= Problem to solve =
Find every line in the records below that holds the word "Estado", and copy each one.

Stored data

- - - -

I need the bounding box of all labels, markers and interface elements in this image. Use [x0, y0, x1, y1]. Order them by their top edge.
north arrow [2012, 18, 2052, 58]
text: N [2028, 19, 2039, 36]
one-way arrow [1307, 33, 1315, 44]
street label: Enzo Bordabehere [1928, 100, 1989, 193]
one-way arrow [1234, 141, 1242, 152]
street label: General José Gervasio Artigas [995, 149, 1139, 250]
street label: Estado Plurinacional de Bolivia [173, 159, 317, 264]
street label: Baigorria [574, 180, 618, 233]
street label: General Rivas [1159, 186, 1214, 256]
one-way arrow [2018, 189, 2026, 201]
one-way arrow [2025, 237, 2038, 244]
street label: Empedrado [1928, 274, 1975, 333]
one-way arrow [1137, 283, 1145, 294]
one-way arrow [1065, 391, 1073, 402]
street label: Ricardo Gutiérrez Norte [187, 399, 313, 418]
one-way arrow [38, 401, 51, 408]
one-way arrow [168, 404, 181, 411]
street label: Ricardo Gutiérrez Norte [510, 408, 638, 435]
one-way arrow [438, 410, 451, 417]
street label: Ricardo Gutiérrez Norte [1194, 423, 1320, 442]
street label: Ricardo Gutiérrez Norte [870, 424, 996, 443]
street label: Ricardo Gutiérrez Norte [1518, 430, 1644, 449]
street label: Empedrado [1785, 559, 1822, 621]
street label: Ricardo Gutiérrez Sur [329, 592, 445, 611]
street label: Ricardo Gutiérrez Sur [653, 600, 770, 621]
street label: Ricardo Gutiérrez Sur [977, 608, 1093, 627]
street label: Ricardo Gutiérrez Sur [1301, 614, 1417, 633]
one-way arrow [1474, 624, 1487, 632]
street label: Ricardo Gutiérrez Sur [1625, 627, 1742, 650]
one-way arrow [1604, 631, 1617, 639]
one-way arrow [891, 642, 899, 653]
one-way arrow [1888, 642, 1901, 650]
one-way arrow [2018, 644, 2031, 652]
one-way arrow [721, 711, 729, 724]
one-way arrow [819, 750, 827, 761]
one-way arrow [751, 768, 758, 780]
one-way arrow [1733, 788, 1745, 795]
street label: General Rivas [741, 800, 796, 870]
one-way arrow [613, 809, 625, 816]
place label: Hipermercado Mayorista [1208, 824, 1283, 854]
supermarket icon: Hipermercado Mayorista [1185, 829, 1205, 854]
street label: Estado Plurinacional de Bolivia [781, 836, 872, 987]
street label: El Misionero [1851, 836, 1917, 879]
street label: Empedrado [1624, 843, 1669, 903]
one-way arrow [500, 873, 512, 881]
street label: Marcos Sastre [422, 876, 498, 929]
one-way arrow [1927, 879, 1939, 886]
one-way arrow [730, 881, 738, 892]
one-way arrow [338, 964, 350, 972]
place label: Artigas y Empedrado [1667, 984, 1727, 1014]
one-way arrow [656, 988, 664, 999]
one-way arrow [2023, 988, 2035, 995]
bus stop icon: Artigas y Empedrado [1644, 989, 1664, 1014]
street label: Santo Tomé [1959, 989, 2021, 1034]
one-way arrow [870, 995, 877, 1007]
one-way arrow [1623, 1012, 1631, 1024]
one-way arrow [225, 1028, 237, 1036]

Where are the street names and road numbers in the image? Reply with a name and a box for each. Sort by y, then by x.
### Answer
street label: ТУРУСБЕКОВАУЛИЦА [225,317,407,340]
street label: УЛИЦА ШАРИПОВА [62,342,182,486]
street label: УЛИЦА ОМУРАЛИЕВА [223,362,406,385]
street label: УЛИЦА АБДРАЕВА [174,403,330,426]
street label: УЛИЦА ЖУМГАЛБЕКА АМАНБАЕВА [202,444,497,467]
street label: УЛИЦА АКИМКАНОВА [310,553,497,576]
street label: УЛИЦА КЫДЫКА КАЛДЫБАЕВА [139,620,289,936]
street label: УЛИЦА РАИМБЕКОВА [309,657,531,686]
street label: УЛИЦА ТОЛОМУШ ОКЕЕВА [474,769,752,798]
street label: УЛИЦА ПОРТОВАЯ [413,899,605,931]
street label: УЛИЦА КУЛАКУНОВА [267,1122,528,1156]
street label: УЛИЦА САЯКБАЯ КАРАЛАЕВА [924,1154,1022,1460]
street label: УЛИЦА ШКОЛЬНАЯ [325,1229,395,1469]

- - - -

= Exercise result =
street label: Estado Plurinacional de Bolivia [173, 159, 317, 264]
street label: Estado Plurinacional de Bolivia [781, 836, 872, 987]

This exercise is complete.